--- STORED DATA Enclosed Below ---

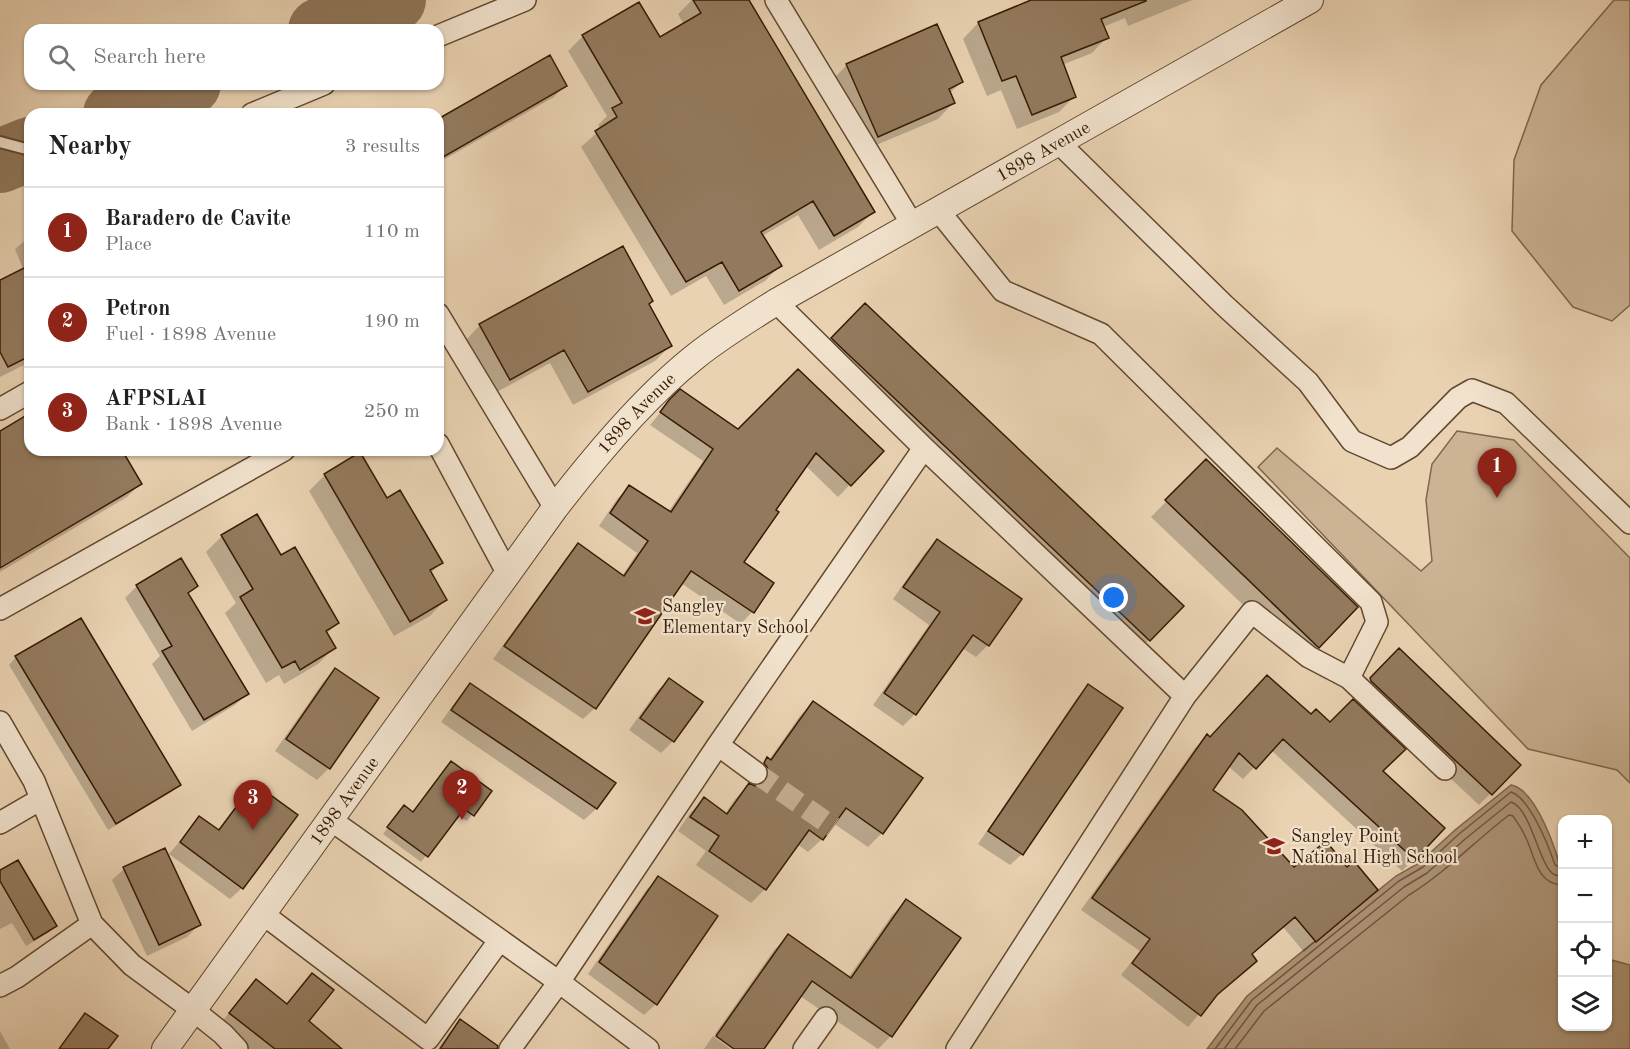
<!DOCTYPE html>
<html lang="en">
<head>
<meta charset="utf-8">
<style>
	:root { --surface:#fff; --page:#f6f6f6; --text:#202124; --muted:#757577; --line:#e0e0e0; --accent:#8f2418 }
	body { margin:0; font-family:"Old Standard TT",serif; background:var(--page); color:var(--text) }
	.controls { position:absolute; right:18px; bottom:18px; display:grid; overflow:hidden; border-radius:12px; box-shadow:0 2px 4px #0004 }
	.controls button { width:54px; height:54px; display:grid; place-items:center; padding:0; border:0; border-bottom:2px solid var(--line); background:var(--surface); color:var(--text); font:30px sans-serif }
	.you { position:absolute; left:1114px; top:598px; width:21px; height:21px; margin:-15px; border:4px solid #fff; border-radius:50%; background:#1a73e8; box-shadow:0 0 0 9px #1a73e833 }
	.badge { display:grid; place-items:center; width:39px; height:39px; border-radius:50%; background:var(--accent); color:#fff; font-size:20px; font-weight:700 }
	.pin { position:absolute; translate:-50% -50px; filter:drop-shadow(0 2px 3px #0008) }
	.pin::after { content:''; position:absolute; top:32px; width:21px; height:18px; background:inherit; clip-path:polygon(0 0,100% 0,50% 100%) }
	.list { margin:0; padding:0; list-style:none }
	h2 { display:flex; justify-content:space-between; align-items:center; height:78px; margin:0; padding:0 24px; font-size:26px }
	h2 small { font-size:20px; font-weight:400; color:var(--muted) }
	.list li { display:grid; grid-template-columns:39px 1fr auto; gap:18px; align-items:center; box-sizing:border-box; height:90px; padding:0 24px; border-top:2px solid var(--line) }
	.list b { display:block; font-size:22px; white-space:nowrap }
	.list p { margin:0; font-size:20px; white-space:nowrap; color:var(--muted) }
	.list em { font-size:20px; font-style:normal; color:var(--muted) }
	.icon { flex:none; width:33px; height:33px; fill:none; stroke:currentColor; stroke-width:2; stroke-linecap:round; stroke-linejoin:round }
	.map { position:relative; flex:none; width:1630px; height:1049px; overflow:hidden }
	.search { position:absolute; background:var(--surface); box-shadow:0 2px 4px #0004; left:24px; top:24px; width:420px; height:66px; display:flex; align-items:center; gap:15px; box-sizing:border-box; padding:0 21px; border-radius:18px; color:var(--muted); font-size:22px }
	.panel { position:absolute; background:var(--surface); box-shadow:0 2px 4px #0004; left:24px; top:108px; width:420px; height:348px; border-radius:18px }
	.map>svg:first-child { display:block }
	.green { fill:#cbb394; stroke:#80664b; stroke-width:1.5 }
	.water { fill:#ac9376; stroke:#7d6348; stroke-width:1.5 }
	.shadow { fill:#0003 }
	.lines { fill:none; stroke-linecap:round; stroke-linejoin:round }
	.shore { stroke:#71563c; stroke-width:1.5 }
	.taxiway { stroke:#90765a; stroke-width:64 }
	.building { fill:#937a5e; stroke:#361a02; stroke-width:1.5 }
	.minor-tunnel { stroke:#c5ad8f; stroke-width:21; stroke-dasharray:21 10; stroke-linecap:butt }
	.service-casing { stroke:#63482e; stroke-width:14 }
	.minor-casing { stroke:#63482e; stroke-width:24 }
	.tertiary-casing { stroke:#63482e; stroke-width:28 }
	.service { stroke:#f1e2cd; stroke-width:10 }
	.minor { stroke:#f1e2cd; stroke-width:21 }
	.tertiary { stroke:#f1e2cd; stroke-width:26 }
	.labels { text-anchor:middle; stroke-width:4.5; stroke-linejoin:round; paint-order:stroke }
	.street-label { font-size:18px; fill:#361a02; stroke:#f1e2cd }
	.poi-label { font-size:18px; fill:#361a02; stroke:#f1e2cd; text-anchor:start }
</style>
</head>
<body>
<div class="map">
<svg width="1630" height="1049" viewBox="0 0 1630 1049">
	<rect width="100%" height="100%" fill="#e9d2b2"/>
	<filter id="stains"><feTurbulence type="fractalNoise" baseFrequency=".00333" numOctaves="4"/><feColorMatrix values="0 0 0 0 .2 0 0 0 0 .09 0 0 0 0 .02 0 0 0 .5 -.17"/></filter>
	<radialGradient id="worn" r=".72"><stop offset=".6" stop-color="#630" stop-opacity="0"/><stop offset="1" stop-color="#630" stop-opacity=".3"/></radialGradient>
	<path class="green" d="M1614,0h16v305l-18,16 -39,-14 -61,-76 2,-71 27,-75z
		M1457,431l57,9 116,118v225l-13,-13 -89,-21 -270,-282 19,-19 144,123 11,-10 -6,-61 6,-36z"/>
	<path class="water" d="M1511,785c25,4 47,68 51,90v151h46v-67l22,6v84h-423l40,-53 149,-120 23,-13 36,-33z"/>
	<path class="shadow" d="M692,0h56l125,212 -15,15 -39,23 -21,-35 -36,21 18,30 -15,15 -41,24 -18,-29 -35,20 -90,-149 20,-18 -3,-4 9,-9 -39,-65 15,-15 77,3 24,-14 -6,-11z
		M1035,0h157l-64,26 -3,-8 -22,9 4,10 -15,16 -30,12 13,31 -16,16 -42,17 -16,-39 -14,6 -24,-57 15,-16z
		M847,65l114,17 -12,12 4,9 -15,16 -76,32 -31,-70z
		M565,85l-11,12 -116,66v-43z
		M30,236v126l-30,15v-95l23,-13 -8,-20z
		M647,305l23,41 -15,15 -82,44 -23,-42 -55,30 -29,-53 14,-15z
		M850,320l332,286 -49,50 -316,-301z
		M670,401l68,30 144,20 -44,46 -33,-32 -31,45 -32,53 30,20 -20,29 -11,12 -60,-41 -86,125 -12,11 -90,-60 74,-102 12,-12 43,31 15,-23 -38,-27 18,-27 12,-12 39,25 35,-51 -53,-36z
		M30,415v35h90l20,34 -13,13 -127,75v-140z
		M360,454l26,46 55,63 -11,11 15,26 -15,16 -36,20 -85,-145 16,-16z
		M1206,461l150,146 -53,55 -152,-145z
		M256,516l25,41 57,66 -12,11 8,14 -16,16 -34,20 -5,-9 -13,8 -41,-70 11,-10 -30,-51 16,-16z
		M937,541l83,59 -32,45 -12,12 -14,-9 -47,66 -12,12 -30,-21 56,-80 -36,-26 32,-46z
		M137,586h59l-9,9 60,99 -12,11 -43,26 -40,-67 8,-8 -35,-58z
		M1399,650l120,115 -40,40 -120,-112z
		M16,657l163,128 -8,7 -63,38 -99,-165z
		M335,670l42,29 -48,69 -12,12 -42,-29 49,-70z
		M669,680l4,61 -12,12 -32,-23 28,-39z
		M470,685l144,98 -18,26 -12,11 -143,-98 18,-25z
		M1089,686l-67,168 -12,11 -32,-21 99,-146z
		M813,703l108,76 -39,54 -14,14 -35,-24 -11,16 -14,13 -11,-8 -32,45 -14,14 -55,-38 10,-14 -28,-20 12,-18 14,-14 21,15 10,-15 14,-14 6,2 -1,-14 15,-13 30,-43z
		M1311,716l70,55 62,57 -41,43 -131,-121 -28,29 -15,-13 -17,25 83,78 82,21 -72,62 -21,-25 -32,28 -7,17 -32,27 -24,28 -67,-52 19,-24 -59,-41 114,-162 12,-12 3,2z
		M254,785l-12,103 -12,11 -61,-45 31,-36 17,13 26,-34z
		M490,792l-23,29 -9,-6 -37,47 -38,-28 21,-27 8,6z
		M124,869l75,56 -12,12 -40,19 -35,-76z
		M0,872l56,54 -8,7 -22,13 -14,-23 -12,6z
		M659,878l-3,126 -12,11 -56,-41 59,-85z
		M906,901l-15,135 -13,13 -78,-53 -38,53h-25l-22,-15 59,-84 14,-14 60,42 44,-63z
		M312,975l-5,46 34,28h-91l-31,-24 37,-44 30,24z
		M461,1021l29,28h-52l11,-16z
		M0,1031l10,18h-10z
		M713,1036l18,13h-27z"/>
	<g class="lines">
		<path class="shore" d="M1215,1049l37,-49 147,-119 24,-14 36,-33 52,-42c19,6 38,55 44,73l7,3
			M1224,1049l33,-44 147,-118 23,-14 37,-33 47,-38c19,6 27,56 39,69 3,4 7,5 12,5
			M1235,1049l29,-38 145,-116c36,-22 66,-54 100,-80l4,1c4,6 9,13 12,20 10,19 11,48 37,49"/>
		<path class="taxiway" d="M320,30l74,-30
			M115,114l74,-30
			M0,161l30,-12"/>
	</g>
	<path class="building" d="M693,0h56l126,212 -41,24 -21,-35 -52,31 21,34 -43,25 -17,-29 -36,20 -91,-151 22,-14 -5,-9 10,-5 -40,-68 57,-33 21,35 41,-24z
		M1031,0h115v1l-45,18 8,19 -48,19 15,40 -44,18 -16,-39 -14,5 -24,-59z
		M937,24l26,58 -14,7 6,14 -77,34 -32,-73z
		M550,55l17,31 -129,74v-41z
		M623,246l30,55 -4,3 23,42 -84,46 -24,-42 -54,30 -31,-56z
		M30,265v91l-22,11 -8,-15v-72z
		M865,303l319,303 -34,35 -319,-303z
		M798,369l86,82 -33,35 -35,-33 -40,57 3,2 -35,50 30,21 -20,30 -63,-42 -95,138 -92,-63 74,-103 46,33 24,-35 -38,-28 19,-28 42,27 42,-63 -53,-37 9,-12 11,-11 58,40z
		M30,413v37h92l20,34 -142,84v-137z
		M360,452l27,46 13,-8 43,73 -13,7 17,30 -37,22 -86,-148z
		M1206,459l152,148 -39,41 -154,-148z
		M257,514l24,41 14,-8 44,76 -13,8 10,17 -36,22 -5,-9 -13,7 -42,-71 13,-8 -32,-54z
		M937,539l85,60 -33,47 -16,-11 -57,80 -32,-22 56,-81 -37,-25z
		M181,558l17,28 -10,7 61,101 -45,26 -42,-69 10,-5 -36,-61z
		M81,618l100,167 -65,39 -101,-168z
		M1399,648l122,117 -29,30 -121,-114 -1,-3z
		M335,668l44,30 -49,71 -44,-30z
		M1267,675l44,39 5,-5 14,13 23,-23 53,50 -23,22 62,57 -30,32 -132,-121 -27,30 -17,-16 -26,37 29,20 52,57 32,-26 21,26 7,-6 24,29 -62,52 -21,-25 -43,37 5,7 -40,34 -16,21 -69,-53 18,-24 -58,-41 115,-164 3,3z
		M669,678l34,24 -29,40 -34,-24z
		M470,683l146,100 -19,26 -146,-99z
		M1088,684l35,24 -100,147 -35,-24z
		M813,701l110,77 -40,56 -37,-26 -23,32 -14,-10 -43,60 -57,-39 10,-15 -29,-19 14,-20 23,17 22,-31 6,3 11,-5 3,-7 -2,-7 -3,-4 3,-6 4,3z
		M451,761l41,30 -18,25 -10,-7 -36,48 -41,-30 17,-22 9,7z
		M254,783l44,32 -55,74 -63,-47 19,-26 20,14z
		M165,848l36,77 -42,20 -36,-78z
		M18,860l39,66 -23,14 -34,-59v-11z
		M658,876l60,40 -61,89 -58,-43z
		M906,899l55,39 -69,99 -80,-56 -48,68h-30l-18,-13 72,-102 63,44z
		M312,973l22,17 -25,31 33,28h-67l-46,-36 27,-34 31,25z
		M85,1013l33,23 -10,13h-49z
		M460,1019l38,27 -1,3h-57z"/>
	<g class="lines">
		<path class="minor-tunnel" d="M756,773l77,54"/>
		<defs>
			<path id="service" d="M0,142l30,8"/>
			<path id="minor" d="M776,0l136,224
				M438,36l87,-36
				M252,114l72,-30
				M1059,143l165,162 84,77 44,59 39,17 19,-11 48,-49 14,-8 34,13 124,120
				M938,210l65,81 98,43 270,268 6,20 -28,56
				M776,302l148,146 261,248
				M438,314l117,194
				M0,409l30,-17
				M438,444l70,130
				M0,609l284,-159
				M0,722l34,59 58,143 40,41 61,45 30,24 14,15
				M718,745l38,28
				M331,820l228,162 89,67
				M0,823l41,-24
				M263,914l165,125 71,-98
				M0,986l17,-9 75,-53
				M510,1049l49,-67 159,-237 206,-297
				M804,1049l22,-31
				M957,1049l228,-353 67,-84 57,45 40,21 96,91"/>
			<g id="tertiary">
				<path id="s1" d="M165,1049l390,-541c40,-52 89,-111 141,-152 25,-20 53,-37 80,-54l534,-302"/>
			</g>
		</defs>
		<use href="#service" class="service-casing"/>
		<use href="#minor" class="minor-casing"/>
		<use href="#tertiary" class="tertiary-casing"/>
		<use href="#service" class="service"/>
		<use href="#minor" class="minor"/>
		<use href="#tertiary" class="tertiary"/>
	</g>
	<defs>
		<symbol id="school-bare" viewBox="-9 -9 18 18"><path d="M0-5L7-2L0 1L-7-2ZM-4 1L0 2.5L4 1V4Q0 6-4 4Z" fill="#8f2418" stroke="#f1e2cd" stroke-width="2.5" paint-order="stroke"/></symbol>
	</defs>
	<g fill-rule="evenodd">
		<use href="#school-bare" x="630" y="601" width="30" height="30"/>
		<use href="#school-bare" x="1259" y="831" width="30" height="30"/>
	</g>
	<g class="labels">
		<g class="street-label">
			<text dy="6" stroke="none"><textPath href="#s1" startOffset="1278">1898 Avenue</textPath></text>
			<text dy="6" stroke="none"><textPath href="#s1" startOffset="792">1898 Avenue</textPath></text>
			<text dy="6" stroke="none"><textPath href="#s1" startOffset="306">1898 Avenue</textPath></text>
		</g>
		<g class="poi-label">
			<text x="662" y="612">Sangley<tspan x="662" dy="21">Elementary School</tspan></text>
			<text x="1291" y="842">Sangley Point<tspan x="1291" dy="21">National High School</tspan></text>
		</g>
	</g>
	<rect width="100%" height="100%" filter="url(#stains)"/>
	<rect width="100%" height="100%" fill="url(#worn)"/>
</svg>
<div class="controls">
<button>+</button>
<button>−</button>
<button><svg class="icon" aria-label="locate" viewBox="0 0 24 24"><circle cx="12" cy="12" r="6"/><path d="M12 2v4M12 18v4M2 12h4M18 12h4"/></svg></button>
<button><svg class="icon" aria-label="layers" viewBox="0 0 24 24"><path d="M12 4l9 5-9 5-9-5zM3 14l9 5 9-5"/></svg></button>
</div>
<div class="you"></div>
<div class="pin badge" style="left:1497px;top:498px">1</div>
<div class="pin badge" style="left:462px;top:820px">2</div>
<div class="pin badge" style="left:253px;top:830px">3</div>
<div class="search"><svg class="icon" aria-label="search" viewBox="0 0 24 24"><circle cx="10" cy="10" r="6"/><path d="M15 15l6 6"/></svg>Search here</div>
<section class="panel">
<h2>Nearby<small>3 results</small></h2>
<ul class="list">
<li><span class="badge">1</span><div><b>Baradero de Cavite</b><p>Place</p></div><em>110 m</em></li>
<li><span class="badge">2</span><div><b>Petron</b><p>Fuel · 1898 Avenue</p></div><em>190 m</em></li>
<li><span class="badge">3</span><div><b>AFPSLAI</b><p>Bank · 1898 Avenue</p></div><em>250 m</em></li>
</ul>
</section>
</div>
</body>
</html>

--- End of Enclosed STORED DATA ---

* [THE TASK]: Reproduce the data above line for line, from its first line through the line containing "flex:none; width:33px; height:33px;", both ends included, with the pictures omitted and nothing more.

* [SOLUTION FOR THIS TASK]:
<!DOCTYPE html>
<html lang="en">
<head>
<meta charset="utf-8">
<style>
	:root { --surface:#fff; --page:#f6f6f6; --text:#202124; --muted:#757577; --line:#e0e0e0; --accent:#8f2418 }
	body { margin:0; font-family:"Old Standard TT",serif; background:var(--page); color:var(--text) }
	.controls { position:absolute; right:18px; bottom:18px; display:grid; overflow:hidden; border-radius:12px; box-shadow:0 2px 4px #0004 }
	.controls button { width:54px; height:54px; display:grid; place-items:center; padding:0; border:0; border-bottom:2px solid var(--line); background:var(--surface); color:var(--text); font:30px sans-serif }
	.you { position:absolute; left:1114px; top:598px; width:21px; height:21px; margin:-15px; border:4px solid #fff; border-radius:50%; background:#1a73e8; box-shadow:0 0 0 9px #1a73e833 }
	.badge { display:grid; place-items:center; width:39px; height:39px; border-radius:50%; background:var(--accent); color:#fff; font-size:20px; font-weight:700 }
	.pin { position:absolute; translate:-50% -50px; filter:drop-shadow(0 2px 3px #0008) }
	.pin::after { content:''; position:absolute; top:32px; width:21px; height:18px; background:inherit; clip-path:polygon(0 0,100% 0,50% 100%) }
	.list { margin:0; padding:0; list-style:none }
	h2 { display:flex; justify-content:space-between; align-items:center; height:78px; margin:0; padding:0 24px; font-size:26px }
	h2 small { font-size:20px; font-weight:400; color:var(--muted) }
	.list li { display:grid; grid-template-columns:39px 1fr auto; gap:18px; align-items:center; box-sizing:border-box; height:90px; padding:0 24px; border-top:2px solid var(--line) }
	.list b { display:block; font-size:22px; white-space:nowrap }
	.list p { margin:0; font-size:20px; white-space:nowrap; color:var(--muted) }
	.list em { font-size:20px; font-style:normal; color:var(--muted) }
	.icon { flex:none; width:33px; height:33px; fill:none; stroke:currentColor; stroke-width:2; stroke-linecap:round; stroke-linejoin:round }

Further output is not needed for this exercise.